Scotland was also subject to noble factionalism, the fifteenth century
being particularly lawless. Both James I and James III were murdered
while the reign of James II saw a bitter struggle between him and the
Black Douglases. Before his own murder James III had to experience the
murder of his own favourites by a dissident nobility. The independent
Scotland created by Bruce therefore remained at the mercy of the English
who invaded and devastated it and held its kings to ransom. Moreover it
was a poor and lawless place as the above-mentioned murders affirm. In
1398 the chronicler of Moray wrote that ‘there was no law in Scotland
but he who was stronger oppressed him who was weaker.’ Crimes went
unpunished and justice ‘lay in exile outwith the bounds of the country.’
Some kings, it is true—James V for example—did try to impose justice but
a prominent historian could write of Scotland as late as the 1660s as ‘a
country which could not afford and did not know how to administer any
system of regular policing.’ Independent Scotland in fact could hardly
defend or administer itself.
One great hope of salvation lay with the French. An alliance with France
would surely create security. But the effectiveness of the Auld Alliance
is just another Scottish myth.
THE AULD ALLIANCE was a treaty of mutual defence against England signed
by John Balliol and Philip IV of France in Paris in 1295. It lasted till
1560. It is still much revered and romanticised today by Scottish
Anglophobes who see the EU as its modern equivalent.
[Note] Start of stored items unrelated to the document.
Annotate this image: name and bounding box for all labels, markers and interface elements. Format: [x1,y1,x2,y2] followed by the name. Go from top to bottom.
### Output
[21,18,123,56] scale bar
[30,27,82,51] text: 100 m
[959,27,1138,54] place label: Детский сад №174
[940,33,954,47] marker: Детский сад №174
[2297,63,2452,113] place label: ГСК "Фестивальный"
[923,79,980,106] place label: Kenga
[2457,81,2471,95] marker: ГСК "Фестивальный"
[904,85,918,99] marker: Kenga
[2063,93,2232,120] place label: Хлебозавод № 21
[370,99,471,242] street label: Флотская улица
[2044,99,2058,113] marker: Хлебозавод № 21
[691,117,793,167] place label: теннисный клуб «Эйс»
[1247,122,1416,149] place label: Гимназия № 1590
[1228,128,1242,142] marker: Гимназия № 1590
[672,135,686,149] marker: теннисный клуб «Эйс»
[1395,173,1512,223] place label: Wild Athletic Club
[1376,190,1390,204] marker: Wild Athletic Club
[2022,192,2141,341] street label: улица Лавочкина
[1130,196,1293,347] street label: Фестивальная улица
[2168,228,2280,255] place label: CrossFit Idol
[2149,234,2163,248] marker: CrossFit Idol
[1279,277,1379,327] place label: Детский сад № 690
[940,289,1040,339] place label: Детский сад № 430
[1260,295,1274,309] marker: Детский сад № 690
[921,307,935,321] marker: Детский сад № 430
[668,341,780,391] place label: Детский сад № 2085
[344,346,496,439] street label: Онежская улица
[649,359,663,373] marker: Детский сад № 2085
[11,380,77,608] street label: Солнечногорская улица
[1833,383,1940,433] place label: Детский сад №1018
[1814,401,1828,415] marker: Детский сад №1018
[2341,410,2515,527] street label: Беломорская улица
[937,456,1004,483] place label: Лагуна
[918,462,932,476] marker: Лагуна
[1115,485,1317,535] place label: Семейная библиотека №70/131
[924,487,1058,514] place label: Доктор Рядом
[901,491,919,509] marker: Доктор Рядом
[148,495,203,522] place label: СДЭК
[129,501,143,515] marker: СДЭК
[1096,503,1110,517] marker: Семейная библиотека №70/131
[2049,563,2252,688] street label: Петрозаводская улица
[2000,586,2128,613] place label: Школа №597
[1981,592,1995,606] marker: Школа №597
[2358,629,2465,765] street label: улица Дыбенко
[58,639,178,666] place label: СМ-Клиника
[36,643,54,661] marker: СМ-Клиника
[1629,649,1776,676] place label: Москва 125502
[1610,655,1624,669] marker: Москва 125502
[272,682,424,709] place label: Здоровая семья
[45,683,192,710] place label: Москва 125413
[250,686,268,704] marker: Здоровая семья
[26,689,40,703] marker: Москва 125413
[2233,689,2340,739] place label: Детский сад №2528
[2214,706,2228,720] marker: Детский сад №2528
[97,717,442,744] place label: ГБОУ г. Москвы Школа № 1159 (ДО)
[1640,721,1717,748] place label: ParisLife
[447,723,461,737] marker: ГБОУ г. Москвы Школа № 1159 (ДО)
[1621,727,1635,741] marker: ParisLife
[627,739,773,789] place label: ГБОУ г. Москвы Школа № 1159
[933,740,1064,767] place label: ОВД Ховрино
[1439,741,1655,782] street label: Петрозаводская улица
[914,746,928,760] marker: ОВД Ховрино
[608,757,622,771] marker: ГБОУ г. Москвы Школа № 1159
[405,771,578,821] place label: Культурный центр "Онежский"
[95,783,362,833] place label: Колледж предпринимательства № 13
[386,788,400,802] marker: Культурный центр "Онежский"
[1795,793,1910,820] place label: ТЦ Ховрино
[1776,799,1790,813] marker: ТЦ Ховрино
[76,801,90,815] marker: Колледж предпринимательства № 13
And, indeed, like
the EU, it turned out to be a disaster for Scotland. It worked well
enough for France, however. After her defeat at Agincourt in 1415 when
her leaders were in a panic, an appeal was made to the Scots for help.
More than 12,000 sailed to assist the French and at the battle of Bauge
in 1421, the English were defeated. This provided a vital breathing
space for France but in 1424 at Verneuil in a ‘second Agincourt’ 4,000
Scots were completely wiped out by the English.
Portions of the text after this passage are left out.